Your goal
Omit every picture. Return all other data as it stands.

(Collected data)
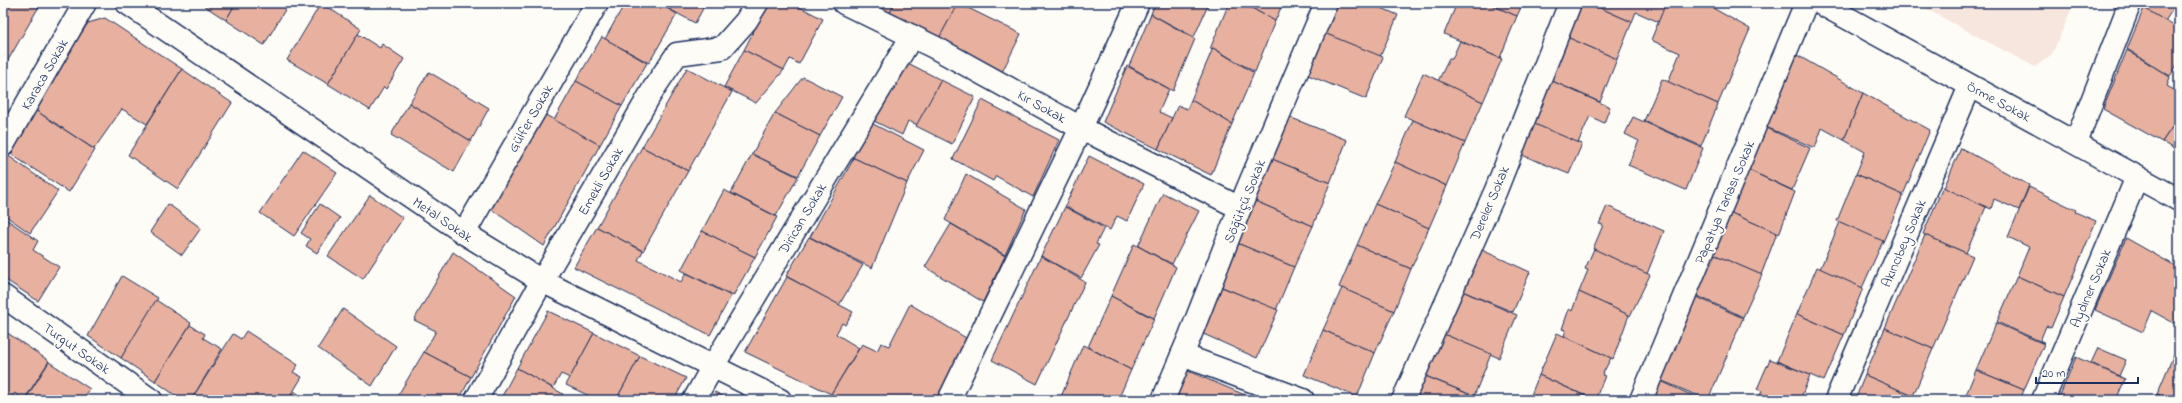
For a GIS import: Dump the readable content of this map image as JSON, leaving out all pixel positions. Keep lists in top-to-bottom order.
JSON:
{
  "streets": {
    "street": [
      "Karaca Sokak",
      "Örme Sokak",
      "Kır Sokak",
      "Gülfer Sokak",
      "Emekli Sokak",
      "Söğütçü Sokak",
      "Papatya Tarlası Sokak",
      "Dereler Sokak",
      "Dirican Sokak",
      "Metal Sokak",
      "Akıncıbey Sokak",
      "Aydıner Sokak",
      "Turgut Sokak"
    ]
  },
  "crossings": [
    ["Örme Sokak", "Akıncıbey Sokak"],
    ["Örme Sokak", "Aydıner Sokak"],
    ["Kır Sokak", "Söğütçü Sokak"],
    ["Kır Sokak", "Dirican Sokak"],
    ["Gülfer Sokak", "Metal Sokak"],
    ["Emekli Sokak", "Metal Sokak"],
    ["Dirican Sokak", "Metal Sokak"]
  ],
  "scale_bar": "20 m"
}
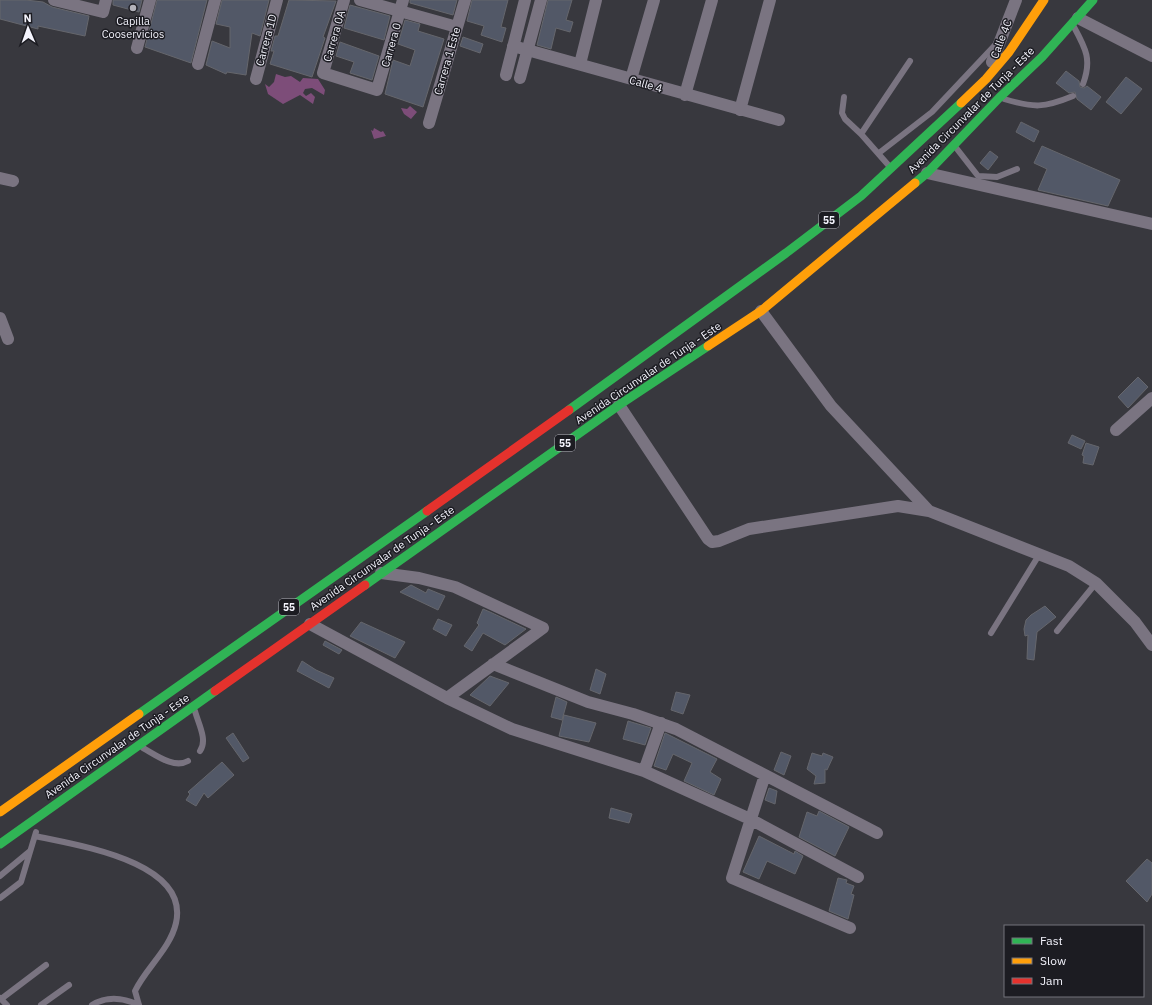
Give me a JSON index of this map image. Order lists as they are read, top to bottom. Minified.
{"streets":{"highway":["Avenida Circunvalar de Tunja - Este","55"],"street":["Carrera 0A","Calle 4C","Carrera 1D","Carrera 0","Carrera 1 Este","Calle 4"]},"crossings":[["Carrera 0A","Carrera 0"],["Calle 4C","Avenida Circunvalar de Tunja - Este"]],"places":["Capilla Cooservicios"],"legend":["Fast","Slow","Jam"],"north":"top"}
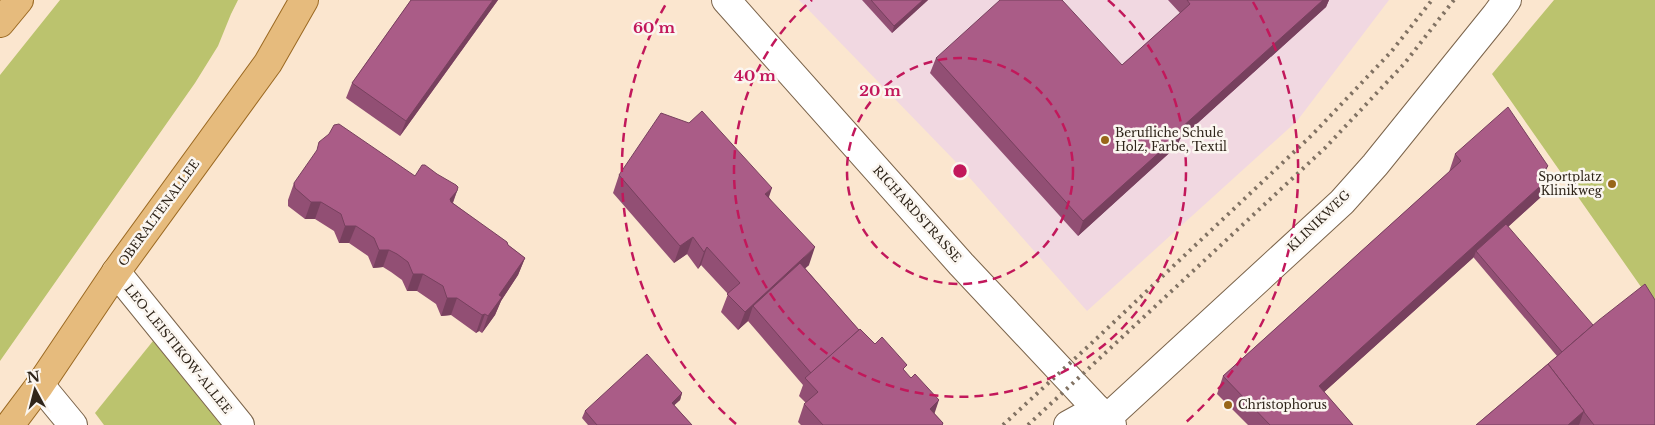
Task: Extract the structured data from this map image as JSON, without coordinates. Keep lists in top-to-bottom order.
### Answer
{
  "streets": {
    "main road": ["OBERALTENALLEE"],
    "street": ["RICHARDSTRASSE", "KLINIKWEG", "LEO-LEISTIKOW-ALLEE"]
  },
  "crossings": [
    ["OBERALTENALLEE", "LEO-LEISTIKOW-ALLEE"],
    ["RICHARDSTRASSE", "KLINIKWEG"]
  ],
  "places": ["Berufliche Schule Holz, Farbe, Textil", "Sportplatz Klinikweg", "Christophorus"],
  "north": "top",
  "rings": ["60 m", "40 m", "20 m"]
}
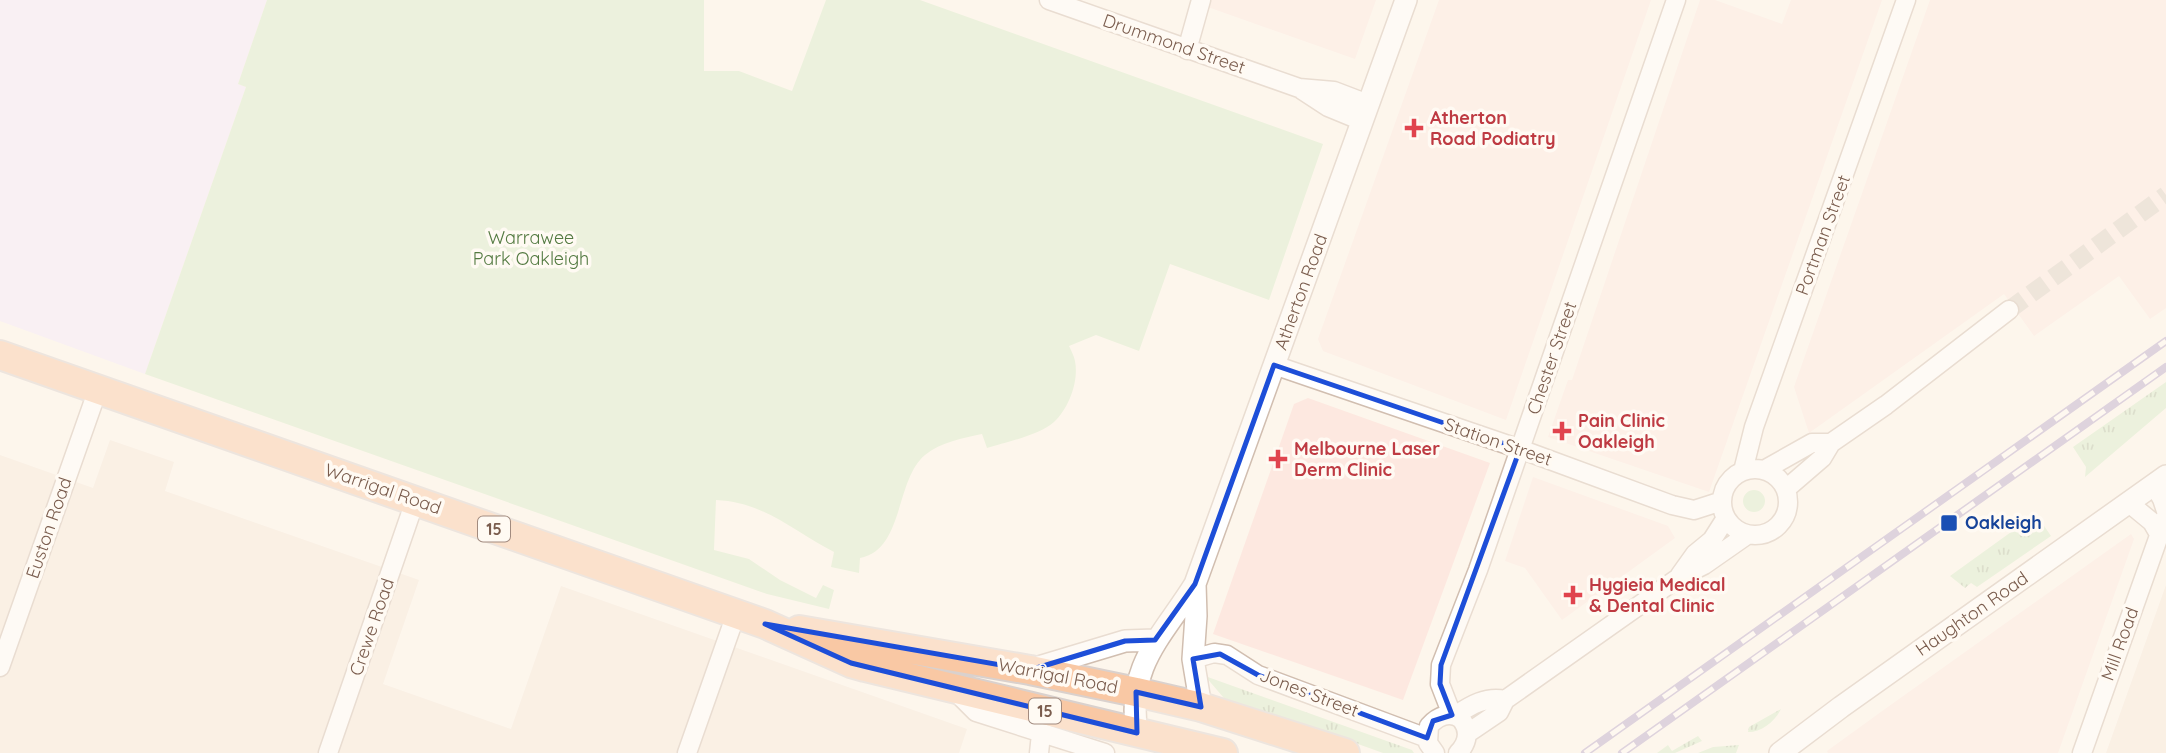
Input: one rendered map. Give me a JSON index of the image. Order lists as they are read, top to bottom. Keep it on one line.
{"streets":{"highway":["Warrigal Road","15"],"street":["Drummond Street","Portman Street","Atherton Road","Chester Street","Station Street","Euston Road","Haughton Road","Crewe Road","Mill Road","Jones Street"]},"crossings":[["Drummond Street","Atherton Road"],["Portman Street","Station Street"],["Atherton Road","Station Street"],["Atherton Road","Warrigal Road"],["Atherton Road","Jones Street"],["Chester Street","Station Street"],["Warrigal Road","Euston Road"],["Warrigal Road","Crewe Road"],["Haughton Road","Mill Road"]],"parks":["Warrawee Park Oakleigh"],"places":{"health":["Atherton Road Podiatry","Pain Clinic Oakleigh","Melbourne Laser Derm Clinic","Hygieia Medical & Dental Clinic"],"transit":["Oakleigh"]}}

Task response
For a GIS import: Dump the readable content of this map image as JSON, leaving out all pixel positions. Keep lists in top-to-bottom order.
JSON:
{
  "streets": {
    "street": [
      "Karaca Sokak",
      "Örme Sokak",
      "Kır Sokak",
      "Gülfer Sokak",
      "Emekli Sokak",
      "Söğütçü Sokak",
      "Papatya Tarlası Sokak",
      "Dereler Sokak",
      "Dirican Sokak",
      "Metal Sokak",
      "Akıncıbey Sokak",
      "Aydıner Sokak",
      "Turgut Sokak"
    ]
  },
  "crossings": [
    ["Örme Sokak", "Akıncıbey Sokak"],
    ["Örme Sokak", "Aydıner Sokak"],
    ["Kır Sokak", "Söğütçü Sokak"],
    ["Kır Sokak", "Dirican Sokak"],
    ["Gülfer Sokak", "Metal Sokak"],
    ["Emekli Sokak", "Metal Sokak"],
    ["Dirican Sokak", "Metal Sokak"]
  ],
  "scale_bar": "20 m"
}
Give me a JSON index of this map image. Order lists as they are read, top to bottom. Minified.
{"streets":{"highway":["Avenida Circunvalar de Tunja - Este","55"],"street":["Carrera 0A","Calle 4C","Carrera 1D","Carrera 0","Carrera 1 Este","Calle 4"]},"crossings":[["Carrera 0A","Carrera 0"],["Calle 4C","Avenida Circunvalar de Tunja - Este"]],"places":["Capilla Cooservicios"],"legend":["Fast","Slow","Jam"],"north":"top"}
Task: Extract the structured data from this map image as JSON, without coordinates. Keep lists in top-to-bottom order.
### Answer
{
  "streets": {
    "main road": ["OBERALTENALLEE"],
    "street": ["RICHARDSTRASSE", "KLINIKWEG", "LEO-LEISTIKOW-ALLEE"]
  },
  "crossings": [
    ["OBERALTENALLEE", "LEO-LEISTIKOW-ALLEE"],
    ["RICHARDSTRASSE", "KLINIKWEG"]
  ],
  "places": ["Berufliche Schule Holz, Farbe, Textil", "Sportplatz Klinikweg", "Christophorus"],
  "north": "top",
  "rings": ["60 m", "40 m", "20 m"]
}
Input: one rendered map. Give me a JSON index of the image. Order lists as they are read, top to bottom. Keep it on one line.
{"streets":{"highway":["Warrigal Road","15"],"street":["Drummond Street","Portman Street","Atherton Road","Chester Street","Station Street","Euston Road","Haughton Road","Crewe Road","Mill Road","Jones Street"]},"crossings":[["Drummond Street","Atherton Road"],["Portman Street","Station Street"],["Atherton Road","Station Street"],["Atherton Road","Warrigal Road"],["Atherton Road","Jones Street"],["Chester Street","Station Street"],["Warrigal Road","Euston Road"],["Warrigal Road","Crewe Road"],["Haughton Road","Mill Road"]],"parks":["Warrawee Park Oakleigh"],"places":{"health":["Atherton Road Podiatry","Pain Clinic Oakleigh","Melbourne Laser Derm Clinic","Hygieia Medical & Dental Clinic"],"transit":["Oakleigh"]}}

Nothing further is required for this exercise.